## Instructions for the task
Only the number is needed: how many lines of the entries below contain the word "rows".

## Material for this task
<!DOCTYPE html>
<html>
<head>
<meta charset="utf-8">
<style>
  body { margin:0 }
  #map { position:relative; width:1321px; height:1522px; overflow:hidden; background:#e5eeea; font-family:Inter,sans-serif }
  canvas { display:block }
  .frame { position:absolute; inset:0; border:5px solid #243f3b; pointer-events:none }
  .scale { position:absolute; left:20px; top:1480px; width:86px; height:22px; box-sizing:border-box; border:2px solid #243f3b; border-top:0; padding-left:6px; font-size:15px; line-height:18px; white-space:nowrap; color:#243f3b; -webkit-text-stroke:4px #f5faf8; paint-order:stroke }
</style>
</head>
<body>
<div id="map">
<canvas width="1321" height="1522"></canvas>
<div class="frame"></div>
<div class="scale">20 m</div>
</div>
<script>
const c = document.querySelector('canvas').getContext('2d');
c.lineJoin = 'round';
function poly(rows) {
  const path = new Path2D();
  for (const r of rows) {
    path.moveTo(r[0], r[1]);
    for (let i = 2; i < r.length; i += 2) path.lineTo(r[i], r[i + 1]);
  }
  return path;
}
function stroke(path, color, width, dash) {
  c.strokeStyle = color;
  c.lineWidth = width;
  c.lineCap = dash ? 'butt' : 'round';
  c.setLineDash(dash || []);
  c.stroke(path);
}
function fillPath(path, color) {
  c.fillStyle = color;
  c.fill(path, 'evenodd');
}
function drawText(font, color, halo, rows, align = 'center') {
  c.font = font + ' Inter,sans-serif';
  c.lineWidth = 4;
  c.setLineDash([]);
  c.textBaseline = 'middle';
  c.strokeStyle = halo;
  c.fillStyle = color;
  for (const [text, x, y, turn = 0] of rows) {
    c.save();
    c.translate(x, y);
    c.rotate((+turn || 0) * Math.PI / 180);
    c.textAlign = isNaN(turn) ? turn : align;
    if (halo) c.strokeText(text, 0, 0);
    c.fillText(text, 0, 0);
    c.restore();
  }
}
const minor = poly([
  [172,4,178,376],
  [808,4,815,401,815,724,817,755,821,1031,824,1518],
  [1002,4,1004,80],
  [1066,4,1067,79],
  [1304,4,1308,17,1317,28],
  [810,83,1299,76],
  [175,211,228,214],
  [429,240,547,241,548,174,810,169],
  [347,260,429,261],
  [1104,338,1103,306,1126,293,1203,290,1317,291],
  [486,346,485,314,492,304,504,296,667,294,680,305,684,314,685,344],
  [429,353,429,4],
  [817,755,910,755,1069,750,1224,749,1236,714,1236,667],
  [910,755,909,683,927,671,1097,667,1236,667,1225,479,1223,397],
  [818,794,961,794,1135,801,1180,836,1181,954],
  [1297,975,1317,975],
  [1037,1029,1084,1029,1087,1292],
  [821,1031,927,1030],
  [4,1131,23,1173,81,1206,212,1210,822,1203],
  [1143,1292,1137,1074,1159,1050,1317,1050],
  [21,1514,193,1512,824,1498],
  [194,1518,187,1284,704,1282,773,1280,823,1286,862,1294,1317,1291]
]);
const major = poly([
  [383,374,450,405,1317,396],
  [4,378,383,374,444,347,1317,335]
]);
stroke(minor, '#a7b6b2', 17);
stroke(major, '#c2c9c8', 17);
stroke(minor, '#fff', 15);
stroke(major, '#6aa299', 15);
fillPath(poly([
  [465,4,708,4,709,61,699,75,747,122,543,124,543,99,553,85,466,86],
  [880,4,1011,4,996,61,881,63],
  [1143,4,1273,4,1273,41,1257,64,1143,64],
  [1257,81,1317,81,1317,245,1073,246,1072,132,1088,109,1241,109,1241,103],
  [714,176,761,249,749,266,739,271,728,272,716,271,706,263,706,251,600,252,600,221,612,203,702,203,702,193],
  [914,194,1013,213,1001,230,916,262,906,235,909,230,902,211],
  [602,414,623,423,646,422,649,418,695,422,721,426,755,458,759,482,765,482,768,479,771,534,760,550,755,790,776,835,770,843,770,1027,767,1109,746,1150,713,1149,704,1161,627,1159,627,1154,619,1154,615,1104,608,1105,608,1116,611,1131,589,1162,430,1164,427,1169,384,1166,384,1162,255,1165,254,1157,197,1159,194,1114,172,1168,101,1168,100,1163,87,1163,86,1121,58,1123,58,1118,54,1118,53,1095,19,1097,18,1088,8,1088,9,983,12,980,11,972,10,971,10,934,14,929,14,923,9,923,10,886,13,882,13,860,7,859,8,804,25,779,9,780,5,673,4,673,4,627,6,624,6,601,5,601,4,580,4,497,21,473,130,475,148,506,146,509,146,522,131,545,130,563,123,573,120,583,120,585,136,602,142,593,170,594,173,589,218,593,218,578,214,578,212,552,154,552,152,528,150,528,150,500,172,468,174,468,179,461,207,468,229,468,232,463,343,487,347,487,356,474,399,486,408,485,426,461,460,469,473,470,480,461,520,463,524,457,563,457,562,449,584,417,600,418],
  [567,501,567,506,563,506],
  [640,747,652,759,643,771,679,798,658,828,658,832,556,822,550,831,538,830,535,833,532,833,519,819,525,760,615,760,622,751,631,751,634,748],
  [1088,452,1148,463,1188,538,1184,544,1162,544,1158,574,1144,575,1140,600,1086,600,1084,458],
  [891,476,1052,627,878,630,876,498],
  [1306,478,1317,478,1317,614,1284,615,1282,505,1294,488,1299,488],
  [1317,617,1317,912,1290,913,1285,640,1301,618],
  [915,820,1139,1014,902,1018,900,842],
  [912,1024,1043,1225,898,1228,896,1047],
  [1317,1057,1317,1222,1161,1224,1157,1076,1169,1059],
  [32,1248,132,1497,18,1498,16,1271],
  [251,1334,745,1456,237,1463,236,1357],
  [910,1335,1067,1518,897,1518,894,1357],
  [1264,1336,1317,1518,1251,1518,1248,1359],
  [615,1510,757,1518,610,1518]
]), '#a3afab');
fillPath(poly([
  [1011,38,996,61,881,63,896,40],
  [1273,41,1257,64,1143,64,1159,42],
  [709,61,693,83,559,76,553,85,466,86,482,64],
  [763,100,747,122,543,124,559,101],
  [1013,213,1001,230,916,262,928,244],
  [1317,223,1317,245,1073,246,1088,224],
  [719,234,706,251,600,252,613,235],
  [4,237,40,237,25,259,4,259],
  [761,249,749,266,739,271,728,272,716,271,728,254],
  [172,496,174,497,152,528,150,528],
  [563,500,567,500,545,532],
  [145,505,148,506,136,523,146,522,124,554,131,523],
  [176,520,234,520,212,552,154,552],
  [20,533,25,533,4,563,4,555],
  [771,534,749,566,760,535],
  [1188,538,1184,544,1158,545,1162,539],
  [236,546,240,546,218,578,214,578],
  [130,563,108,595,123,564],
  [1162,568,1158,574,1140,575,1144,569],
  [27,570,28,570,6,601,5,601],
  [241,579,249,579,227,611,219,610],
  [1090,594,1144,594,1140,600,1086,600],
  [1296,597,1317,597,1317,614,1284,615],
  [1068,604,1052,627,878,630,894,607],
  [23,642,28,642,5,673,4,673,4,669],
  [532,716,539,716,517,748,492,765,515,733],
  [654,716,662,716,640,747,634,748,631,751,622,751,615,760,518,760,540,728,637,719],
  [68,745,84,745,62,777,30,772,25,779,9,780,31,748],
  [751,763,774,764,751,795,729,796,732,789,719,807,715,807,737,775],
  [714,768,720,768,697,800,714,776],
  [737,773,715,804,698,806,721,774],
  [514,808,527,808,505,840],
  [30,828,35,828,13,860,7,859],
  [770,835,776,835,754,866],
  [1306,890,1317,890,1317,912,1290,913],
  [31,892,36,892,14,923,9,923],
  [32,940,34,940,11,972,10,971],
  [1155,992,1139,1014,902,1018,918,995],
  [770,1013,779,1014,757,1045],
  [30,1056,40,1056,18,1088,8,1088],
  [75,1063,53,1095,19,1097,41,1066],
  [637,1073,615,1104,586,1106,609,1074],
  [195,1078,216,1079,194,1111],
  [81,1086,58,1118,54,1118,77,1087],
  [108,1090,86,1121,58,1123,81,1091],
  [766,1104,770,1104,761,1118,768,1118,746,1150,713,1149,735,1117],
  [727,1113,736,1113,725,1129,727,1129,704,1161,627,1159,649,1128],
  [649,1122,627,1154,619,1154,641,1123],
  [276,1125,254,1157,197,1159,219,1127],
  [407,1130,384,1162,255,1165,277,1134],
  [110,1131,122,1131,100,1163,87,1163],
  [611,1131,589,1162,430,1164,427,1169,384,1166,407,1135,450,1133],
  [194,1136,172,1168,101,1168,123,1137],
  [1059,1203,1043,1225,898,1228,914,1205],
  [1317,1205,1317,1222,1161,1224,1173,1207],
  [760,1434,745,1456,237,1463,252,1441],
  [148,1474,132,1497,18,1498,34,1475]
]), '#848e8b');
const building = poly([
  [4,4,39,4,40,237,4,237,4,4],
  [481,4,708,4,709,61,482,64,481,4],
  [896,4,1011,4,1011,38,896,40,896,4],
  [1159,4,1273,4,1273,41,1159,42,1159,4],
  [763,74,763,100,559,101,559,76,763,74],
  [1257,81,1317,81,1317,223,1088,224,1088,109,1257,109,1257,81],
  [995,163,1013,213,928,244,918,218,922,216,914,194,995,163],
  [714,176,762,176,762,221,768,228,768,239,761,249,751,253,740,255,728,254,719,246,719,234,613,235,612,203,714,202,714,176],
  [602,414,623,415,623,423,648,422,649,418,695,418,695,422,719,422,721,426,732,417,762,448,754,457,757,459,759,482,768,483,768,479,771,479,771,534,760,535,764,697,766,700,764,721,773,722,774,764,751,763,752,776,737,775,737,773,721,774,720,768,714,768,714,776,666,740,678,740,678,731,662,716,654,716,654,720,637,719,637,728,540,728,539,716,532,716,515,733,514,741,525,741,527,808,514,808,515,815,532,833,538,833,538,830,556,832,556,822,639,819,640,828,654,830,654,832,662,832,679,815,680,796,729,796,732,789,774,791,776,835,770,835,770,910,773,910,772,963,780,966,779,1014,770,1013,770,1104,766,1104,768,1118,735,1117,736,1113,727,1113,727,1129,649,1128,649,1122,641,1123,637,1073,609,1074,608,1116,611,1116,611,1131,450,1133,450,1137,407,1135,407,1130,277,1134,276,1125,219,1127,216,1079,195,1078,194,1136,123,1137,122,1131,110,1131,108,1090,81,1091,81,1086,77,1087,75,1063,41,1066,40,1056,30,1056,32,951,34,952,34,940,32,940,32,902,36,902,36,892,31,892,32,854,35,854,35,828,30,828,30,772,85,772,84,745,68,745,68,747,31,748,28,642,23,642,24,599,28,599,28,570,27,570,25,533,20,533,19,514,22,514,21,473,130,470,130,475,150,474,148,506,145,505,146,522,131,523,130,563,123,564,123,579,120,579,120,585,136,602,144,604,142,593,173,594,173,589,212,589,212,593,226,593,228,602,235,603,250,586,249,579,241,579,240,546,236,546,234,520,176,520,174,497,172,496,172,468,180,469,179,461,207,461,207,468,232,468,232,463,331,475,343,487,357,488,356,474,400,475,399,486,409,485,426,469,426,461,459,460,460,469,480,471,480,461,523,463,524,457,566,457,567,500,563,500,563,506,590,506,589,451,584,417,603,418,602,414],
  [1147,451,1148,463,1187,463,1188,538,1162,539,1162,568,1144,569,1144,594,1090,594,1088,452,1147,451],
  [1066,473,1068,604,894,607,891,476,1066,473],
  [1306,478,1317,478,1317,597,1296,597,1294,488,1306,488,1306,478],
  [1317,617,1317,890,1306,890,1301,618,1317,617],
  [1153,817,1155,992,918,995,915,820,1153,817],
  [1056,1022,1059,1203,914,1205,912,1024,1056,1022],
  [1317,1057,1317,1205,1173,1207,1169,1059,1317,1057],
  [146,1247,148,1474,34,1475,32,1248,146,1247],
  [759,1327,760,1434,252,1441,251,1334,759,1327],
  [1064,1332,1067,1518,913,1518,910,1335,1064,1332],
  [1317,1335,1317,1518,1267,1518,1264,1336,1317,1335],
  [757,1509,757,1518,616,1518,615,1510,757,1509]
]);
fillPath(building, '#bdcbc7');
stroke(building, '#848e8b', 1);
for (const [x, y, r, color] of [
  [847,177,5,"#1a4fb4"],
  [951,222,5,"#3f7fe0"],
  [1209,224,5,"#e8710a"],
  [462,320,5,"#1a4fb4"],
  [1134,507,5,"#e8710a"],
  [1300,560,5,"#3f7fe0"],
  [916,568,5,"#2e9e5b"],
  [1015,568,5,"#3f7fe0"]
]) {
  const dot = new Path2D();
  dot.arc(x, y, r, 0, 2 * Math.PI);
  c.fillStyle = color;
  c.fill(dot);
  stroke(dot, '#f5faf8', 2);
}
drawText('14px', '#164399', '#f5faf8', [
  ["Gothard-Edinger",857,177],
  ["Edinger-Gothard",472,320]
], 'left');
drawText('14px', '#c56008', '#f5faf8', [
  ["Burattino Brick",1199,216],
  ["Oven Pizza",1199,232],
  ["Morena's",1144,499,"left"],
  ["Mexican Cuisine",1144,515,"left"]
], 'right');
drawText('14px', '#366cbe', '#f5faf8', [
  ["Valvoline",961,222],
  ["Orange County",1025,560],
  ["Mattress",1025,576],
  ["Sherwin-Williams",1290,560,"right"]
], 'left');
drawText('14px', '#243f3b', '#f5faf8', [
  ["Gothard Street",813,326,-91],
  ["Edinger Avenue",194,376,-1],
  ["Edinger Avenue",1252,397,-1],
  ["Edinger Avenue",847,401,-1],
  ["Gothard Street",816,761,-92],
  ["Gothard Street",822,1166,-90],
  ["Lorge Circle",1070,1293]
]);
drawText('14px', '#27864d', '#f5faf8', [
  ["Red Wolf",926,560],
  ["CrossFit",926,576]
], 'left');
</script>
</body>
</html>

## Answer box
4